---------- Dataset content

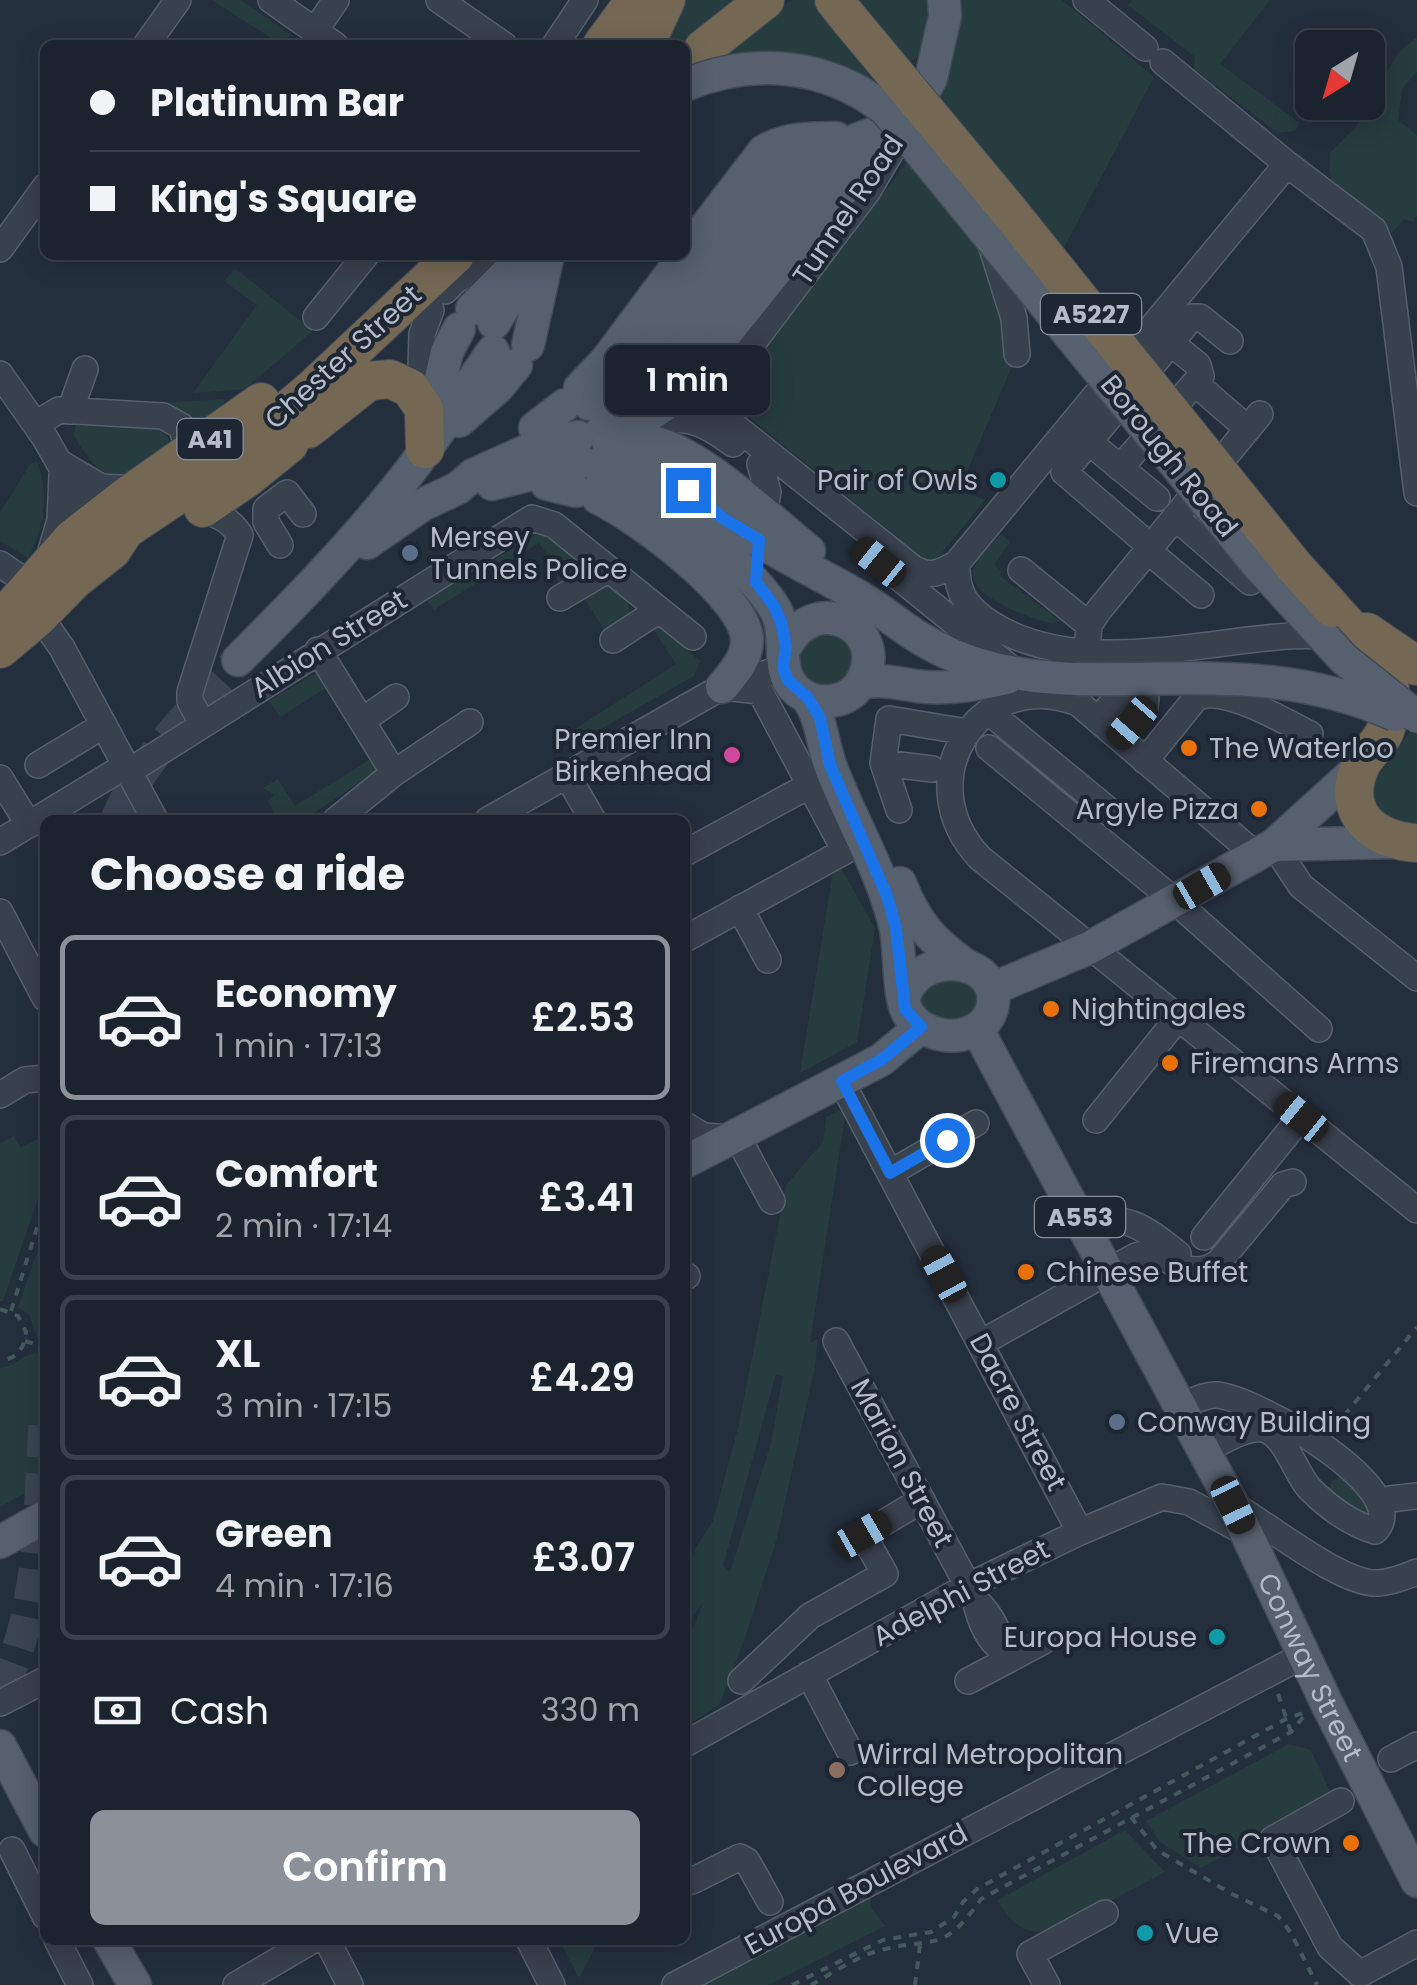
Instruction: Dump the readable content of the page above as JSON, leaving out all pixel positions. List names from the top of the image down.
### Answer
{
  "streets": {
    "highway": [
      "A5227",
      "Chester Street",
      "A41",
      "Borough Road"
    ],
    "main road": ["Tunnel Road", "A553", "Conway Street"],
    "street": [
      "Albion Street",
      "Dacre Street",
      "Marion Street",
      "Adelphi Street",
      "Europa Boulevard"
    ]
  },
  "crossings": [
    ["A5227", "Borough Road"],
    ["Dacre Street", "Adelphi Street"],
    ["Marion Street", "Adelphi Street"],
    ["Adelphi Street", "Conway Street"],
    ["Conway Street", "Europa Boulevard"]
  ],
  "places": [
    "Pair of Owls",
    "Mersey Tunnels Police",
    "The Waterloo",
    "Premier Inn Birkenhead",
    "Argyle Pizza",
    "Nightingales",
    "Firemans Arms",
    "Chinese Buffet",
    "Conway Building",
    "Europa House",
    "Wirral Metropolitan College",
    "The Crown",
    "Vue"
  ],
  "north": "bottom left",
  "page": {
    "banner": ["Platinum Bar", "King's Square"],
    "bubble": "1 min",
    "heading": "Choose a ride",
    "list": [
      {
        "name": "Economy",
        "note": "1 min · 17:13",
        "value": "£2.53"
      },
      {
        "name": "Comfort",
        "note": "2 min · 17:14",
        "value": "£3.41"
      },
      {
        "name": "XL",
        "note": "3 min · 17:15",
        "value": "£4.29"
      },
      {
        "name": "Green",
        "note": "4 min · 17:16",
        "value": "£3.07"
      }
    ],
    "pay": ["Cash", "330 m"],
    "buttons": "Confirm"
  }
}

--------------------

State the number of lines in these entries where the word "Dacre" occurs, without any other words.

Answer section:
2